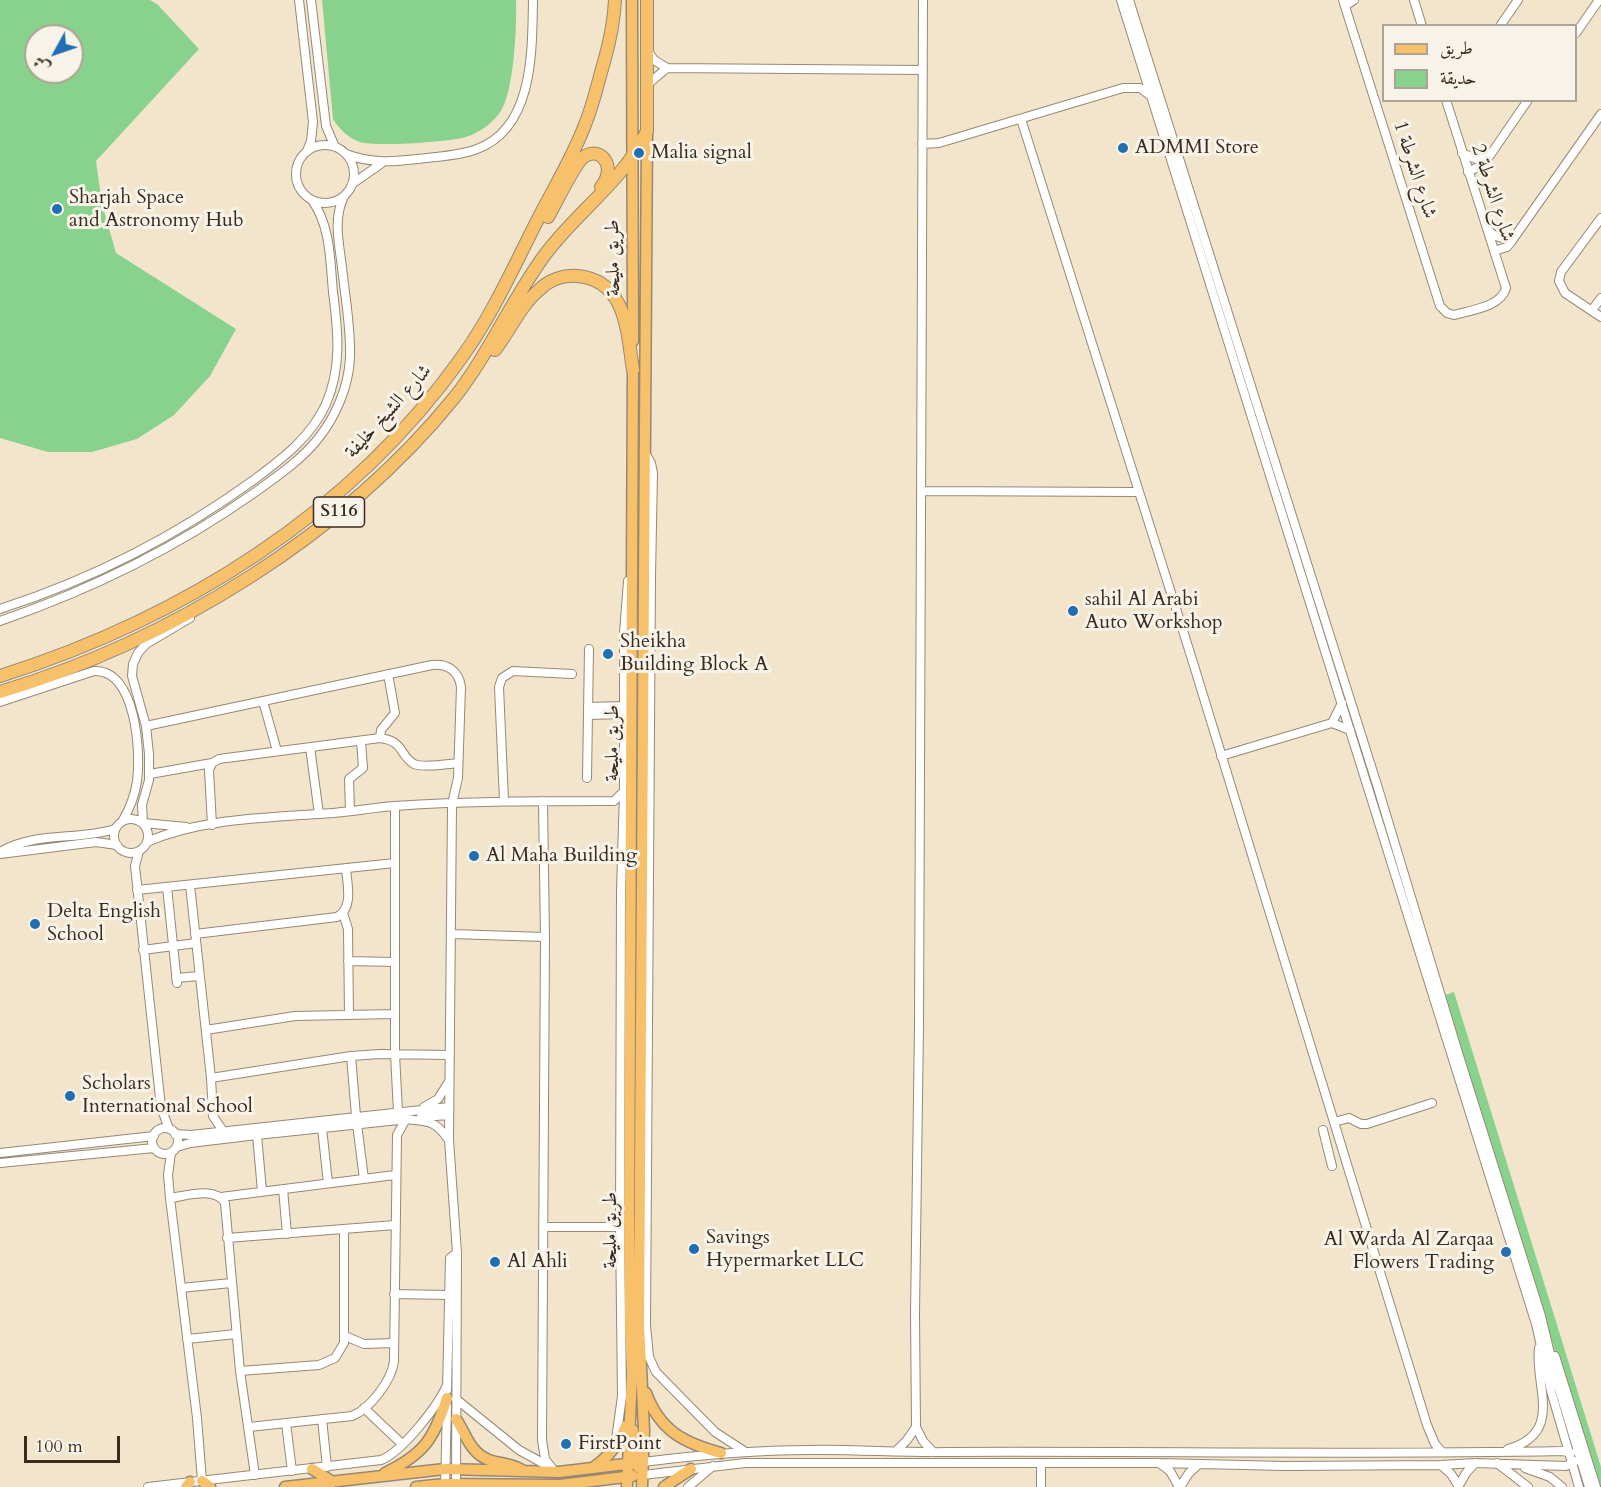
<!DOCTYPE html>
<html>
<head>
<meta charset="utf-8">
<style>
  body { margin:0 }
  #map { position:relative; width:1601px; height:1487px; overflow:hidden; background:#f2e5cc; font-family:Cardo,Amiri,serif }
  canvas { display:block }
  .legend { position:absolute; left:1382px; top:24px; width:195px; height:78px; box-sizing:border-box; background:#f7f3e8; border:2px solid #aca397; margin:0; padding:8px 10px; list-style:none; font-size:18px; color:#3b2a1e }
  .legend li { display:flex; align-items:center; gap:12px; height:30px }
  .legend b { width:30px; border:2px solid #aca397 }
  .north { position:absolute; left:24px; top:24px; width:60px; height:60px; box-sizing:border-box; background:#f7f3e8; border:2px solid #aca397; border-radius:50%; rotate:230deg; font-size:16px; font-weight:700; line-height:24px; text-align:center; color:#3b2a1e }
  .north::after { content:''; display:block; margin:auto; width:21px; height:27px; background:#1f6fb2; clip-path:polygon(50% 0,100% 100%,50% 72%,0 100%) }
  .scale { position:absolute; left:24px; top:1436px; width:96px; height:27px; box-sizing:border-box; border:3px solid #3b2a1e; border-top:0; padding-left:8px; font-size:18px; line-height:21px; white-space:nowrap; color:#3b2a1e; -webkit-text-stroke:4px #f7f3e8; paint-order:stroke }
</style>
</head>
<body>
<div id="map">
<canvas width="1601" height="1487"></canvas>
<ul class="legend">
<li><b style="height:8px;background:#f7c06b"></b>طريق</li>
<li><b style="height:16px;background:#88d28e"></b>حديقة</li>
</ul>
<div class="north">ش</div>
<div class="scale">100 m</div>
</div>
<script>
const c = document.querySelector('canvas').getContext('2d');
c.lineJoin = 'round';
function paint(path, color) {
  c.fillStyle = color;
  c.fill(path, 'evenodd');
}
function stroke(path, color, width, dash) {
  c.strokeStyle = color;
  c.lineWidth = width;
  c.lineCap = dash ? 'butt' : 'round';
  c.setLineDash(dash || []);
  c.stroke(path);
}
function write(font, color, halo, rows, align = 'center') {
  c.font = font + ' Cardo,Amiri,serif';
  c.lineWidth = 6;
  c.setLineDash([]);
  c.textBaseline = 'middle';
  c.strokeStyle = halo;
  c.fillStyle = color;
  for (const [text, x, y, turn = 0] of rows) {
    c.save();
    c.translate(x, y);
    c.rotate((+turn || 0) * Math.PI / 180);
    c.textAlign = isNaN(turn) ? turn : align;
    if (halo) c.strokeText(text, 0, 0);
    c.fillText(text, 0, 0);
    c.restore();
  }
}
paint(new Path2D(`
  M0,0H150L157,4L199,49L96,161L102,204L116,253L236,329L210,376L174,415L137,439L92,452H48L0,438ZM36,36H72V72H36Z
  M322,0H516C517,26 514,87 502,109C495,122 479,133 466,137C450,142 375,147 360,142C348,138 339,129 333,119Z
  M1454,992L1601,1467V1487H1597L1445,995Z`), '#88d28e');
const minor = new Path2D(`
  M299,0L313,122L311,141L307,151
  M311,0L326,126L335,147
  M923,0L919,1026L915,1314L916,1427L923,1441L933,1452
  M1121,0L1536,1324L1551,1391L1579,1487
  M1129,0L1378,788L1459,1056L1541,1316L1556,1379L1589,1487
  M1343,0L1440,306L1447,313L1454,315C1471,310 1501,307 1506,288L1446,100
  M1414,0L1422,26
  M1345,6L1354,0
  M1500,26L1518,0
  M1576,33L1599,0
  M648,51L654,60L667,68L923,70
  M648,84L667,68
  M1021,119L1191,656L1427,1425L1435,1444L1442,1452
  M922,144L939,143L1123,88H1140L1151,96
  M296 174a29 29 0 1 1 58 0a29 29 0 1 1-58 0Z
  M1462,153L1476,159L1488,158
  M346,154C374,165 399,161 427,158C444,156 462,155 477,149C534,128 532,51 533,0
  M1468,172L1484,164L1528,100
  M352,184L382,163
  M1601,218L1561,272L1559,281L1565,293L1601,317
  M1488,229C1496,240 1504,239 1516,234
  M1494,251L1507,247L1511,242L1601,114
  M1592,310L1601,298
  M644,451L651,463L653,473L651,576L646,1325L649,1357L656,1372L715,1432L744,1451
  M921,491L1138,492
  M0,609C90,580 178,535 255,479C283,458 311,437 326,404C342,367 338,331 333,292C330,261 331,227 312,200
  M0,621C90,590 176,548 254,493C276,477 300,461 317,440C335,418 349,387 350,357C351,327 345,297 342,267C339,243 333,219 344,196
  M263,701L277,751
  M0,702L94,671C136,669 141,752 137,781C135,795 130,808 123,820
  M588,707L624,706
  M588,715L624,714
  M1332,723L1342,703
  M146,726L432,665C447,663 459,671 461,687L458,778L452,804L449,1140L457,1253L456,1487
  M380,738L381,730L395,713L388,674
  M310,747L319,814
  M1221,756L1332,723L1350,730
  M150,774L212,763
  M587,778L589,649
  M504,801L499,687L502,678L513,671L572,674
  M543,801L545,937L542,1440L545,1459L552,1468
  M395,806V1054L398,1112
  M350,811L349,779L363,768L361,741
  M114 836a17 17 0 1 1 34 0a17 17 0 1 1-34 0Z
  M212,825L209,770L212,763L219,759L380,738C404,741 399,755 414,764C423,768 448,764 458,763
  M186,827L143,823L142,805L149,780V754L146,726L132,676L133,664L138,653L146,644L190,618
  M147,842C199,819 262,818 317,814C343,813 369,808 395,806C467,801 541,801 614,801L624,791
  M139,851L135,866L161,1107L169,1129
  M0,852C36,831 77,841 115,829
  M0,854L96,842L117,845
  M190,885L211,1078L213,1116L223,1131
  M167,887L177,983
  M137,890L395,863
  M343,913L348,929L349,1014
  M195,934L337,917C354,908 347,884 346,868
  M451,934L545,937
  M143,950L196,943
  M348,961L395,962
  M176,978L199,976
  M206,1030L295,1016L395,1014
  M351,1056L356,1116
  M211,1078L351,1056L380,1054L450,1055
  M424,1107L438,1099L448,1083
  M421,1117L449,1115
  M1334,1122L1349,1118L1361,1124H1367L1432,1103
  M357,1124L364,1179
  M322,1128L328,1183
  M152 1141a13 13 0 1 1 26 0a13 13 0 1 1-26 0Z
  M1323,1130L1332,1166
  M175,1134L191,1135L449,1107
  M257,1135L262,1191
  M177,1147L190,1143L257,1135L408,1119
  M0,1153L154,1136
  M171,1153L168,1175L170,1198L197,1418L202,1481
  M0,1163L154,1148
  M283,1189L287,1234
  M221,1197L395,1175
  M170,1198C186,1196 215,1186 225,1203L240,1371L255,1475
  M543,1227H620
  M227,1238L395,1225
  M181,1288L231,1283
  M394,1294L449,1295
  M345,1336L364,1344L394,1343
  M187,1339L236,1334
  M1555,1356L1596,1487
  M240,1371L319,1365L335,1358L344,1343V1229
  M447,1390L450,1258L457,1253
  M456,1399L519,1450L548,1466
  M364,1408L402,1444
  M322,1419L327,1467
  M286,1423L292,1471
  M249,1427L352,1416C370,1409 392,1380 394,1361L397,1135L406,1119C427,1122 434,1119 448,1139
  M616,1440L622,1396L620,1227L621,891L624,791V633L628,581
  M1508,1449C1565,1433 1534,1385 1539,1348
  M896,1451L907,1440L916,1427
  M643,1462C699,1455 753,1450 809,1450C855,1449 902,1453 948,1452C1153,1451 1358,1455 1563,1451L1571,1453
  M1159,1463L1170,1471L1179,1487
  M1497,1463L1528,1487
  M1441,1465L1451,1474L1458,1485
  M1525,1468L1550,1477L1562,1487
  M643,1475L745,1463H1158L1285,1466L1441,1465L1475,1463L1566,1466L1576,1461
  M148,1487L381,1460C402,1452 438,1406 447,1385
  M445,1487L447,1406
  M688,1487L713,1466
  M1041,1487V1463
  M1180,1487L1189,1473L1199,1464
  M1458,1487L1466,1473L1475,1463`);
const major = new Path2D(`
  M632,0L633,341
  M646,1393C660,1431 684,1443 721,1453
  M456,1419C466,1434 470,1453 489,1460C500,1464 511,1463 522,1470
  M633,1430L638,1467
  M594,1467C609,1457 619,1443 626,1426
  M312,1469L333,1482
  M385,1473C424,1454 434,1439 447,1398
  M202,1481L210,1487
  M186,1487L190,1482
  M285,1487L445,1469L559,1472L634,1463
  M416,1487L445,1484L560,1485L633,1476
  M627,1487L632,1374L630,1329L629,1219L633,363
  M642,1487L644,1430L639,1324L647,132
  M664,1487L691,1469`);
const highway = new Path2D(`
  M548,217C555,205 576,161 585,156C602,146 617,168 601,187
  M495,350C510,331 520,306 539,290C549,280 563,275 577,276C627,280 627,333 633,370
  M0,676C181,619 351,514 462,357C493,314 515,264 539,217C555,186 574,155 586,122C594,102 598,82 604,62C610,41 614,21 615,0
  M0,692C170,641 342,536 454,398C489,354 511,301 544,256C576,212 624,181 647,131V0`);
stroke(minor, '#968875', 10);
stroke(major, '#968875', 13);
stroke(highway, '#968875', 14);
stroke(minor, '#fff', 8);
stroke(major, '#f7c06b', 10);
stroke(highway, '#f7c06b', 12);
for (const [x, y, r, color] of [
  [1123,148,6,"#1f6fb2"],
  [639,153,6,"#1f6fb2"],
  [57,209,6,"#1f6fb2"],
  [1073,611,6,"#1f6fb2"],
  [608,654,6,"#1f6fb2"],
  [474,856,6,"#1f6fb2"],
  [35,924,6,"#1f6fb2"],
  [70,1096,6,"#1f6fb2"],
  [694,1249,6,"#1f6fb2"],
  [1506,1252,6,"#1f6fb2"],
  [495,1262,6,"#1f6fb2"],
  [566,1444,6,"#1f6fb2"]
]) {
  const dot = new Path2D();
  dot.arc(x, y, r, 0, 2 * Math.PI);
  c.fillStyle = color;
  c.fill(dot);
  stroke(dot, '#f7f3e8', 2);
}
for (const [x, y, w] of [
  [339,512,51]
]) {
  const box = new Path2D();
  box.roundRect(x - w / 2, y - 15, w, 30, 4.5);
  c.fillStyle = '#f7f3e8';
  c.fill(box);
  stroke(box, '#3b2a1e', 1.5);
}
write('bold 18px', '#3b2a1e', null, [
  ["S116",339,512]
]);
write('20px', '#3b2a1e', '#f7f3e8', [
  ["ADMMI Store",1135,148],
  ["Malia signal",651,153],
  ["Sharjah Space",69,198],
  ["and Astronomy Hub",69,221],
  ["sahil Al Arabi",1085,600],
  ["Auto Workshop",1085,623],
  ["Sheikha",620,642],
  ["Building Block A",620,665],
  ["Al Maha Building",486,856],
  ["Delta English",47,912],
  ["School",47,935],
  ["Scholars",82,1084],
  ["International School",82,1107],
  ["Savings",706,1238],
  ["Hypermarket LLC",706,1261],
  ["Al Warda Al Zarqaa",1494,1240,"right"],
  ["Flowers Trading",1494,1263,"right"],
  ["Al Ahli",507,1262],
  ["FirstPoint",578,1444]
], 'left');
write('20px', '#3b2a1e', '#f7f3e8', [
  ["شارع الشرطة 1",1414,170,72],
  ["شارع الشرطة 2",1492,193,72],
  ["طريق مليحة",614,258,-91],
  ["شارع الشيخ خليفة",389,412,-48],
  ["طريق مليحة",613,743,-90],
  ["طريق مليحة",611,1230,-90]
]);
</script>
</body>
</html>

---

◆ What is being asked:
Give back the records above exactly, limited to the lines between the one holding "M504,801L499,687L502,678L513,671L572,674" and the one holding "M1497,1463L1528,1487", inclusive.

◆ Output below:
  M504,801L499,687L502,678L513,671L572,674
  M543,801L545,937L542,1440L545,1459L552,1468
  M395,806V1054L398,1112
  M350,811L349,779L363,768L361,741
  M114 836a17 17 0 1 1 34 0a17 17 0 1 1-34 0Z
  M212,825L209,770L212,763L219,759L380,738C404,741 399,755 414,764C423,768 448,764 458,763
  M186,827L143,823L142,805L149,780V754L146,726L132,676L133,664L138,653L146,644L190,618
  M147,842C199,819 262,818 317,814C343,813 369,808 395,806C467,801 541,801 614,801L624,791
  M139,851L135,866L161,1107L169,1129
  M0,852C36,831 77,841 115,829
  M0,854L96,842L117,845
  M190,885L211,1078L213,1116L223,1131
  M167,887L177,983
  M137,890L395,863
  M343,913L348,929L349,1014
  M195,934L337,917C354,908 347,884 346,868
  M451,934L545,937
  M143,950L196,943
  M348,961L395,962
  M176,978L199,976
  M206,1030L295,1016L395,1014
  M351,1056L356,1116
  M211,1078L351,1056L380,1054L450,1055
  M424,1107L438,1099L448,1083
  M421,1117L449,1115
  M1334,1122L1349,1118L1361,1124H1367L1432,1103
  M357,1124L364,1179
  M322,1128L328,1183
  M152 1141a13 13 0 1 1 26 0a13 13 0 1 1-26 0Z
  M1323,1130L1332,1166
  M175,1134L191,1135L449,1107
  M257,1135L262,1191
  M177,1147L190,1143L257,1135L408,1119
  M0,1153L154,1136
  M171,1153L168,1175L170,1198L197,1418L202,1481
  M0,1163L154,1148
  M283,1189L287,1234
  M221,1197L395,1175
  M170,1198C186,1196 215,1186 225,1203L240,1371L255,1475
  M543,1227H620
  M227,1238L395,1225
  M181,1288L231,1283
  M394,1294L449,1295
  M345,1336L364,1344L394,1343
  M187,1339L236,1334
  M1555,1356L1596,1487
  M240,1371L319,1365L335,1358L344,1343V1229
  M447,1390L450,1258L457,1253
  M456,1399L519,1450L548,1466
  M364,1408L402,1444
  M322,1419L327,1467
  M286,1423L292,1471
  M249,1427L352,1416C370,1409 392,1380 394,1361L397,1135L406,1119C427,1122 434,1119 448,1139
  M616,1440L622,1396L620,1227L621,891L624,791V633L628,581
  M1508,1449C1565,1433 1534,1385 1539,1348
  M896,1451L907,1440L916,1427
  M643,1462C699,1455 753,1450 809,1450C855,1449 902,1453 948,1452C1153,1451 1358,1455 1563,1451L1571,1453
  M1159,1463L1170,1471L1179,1487
  M1497,1463L1528,1487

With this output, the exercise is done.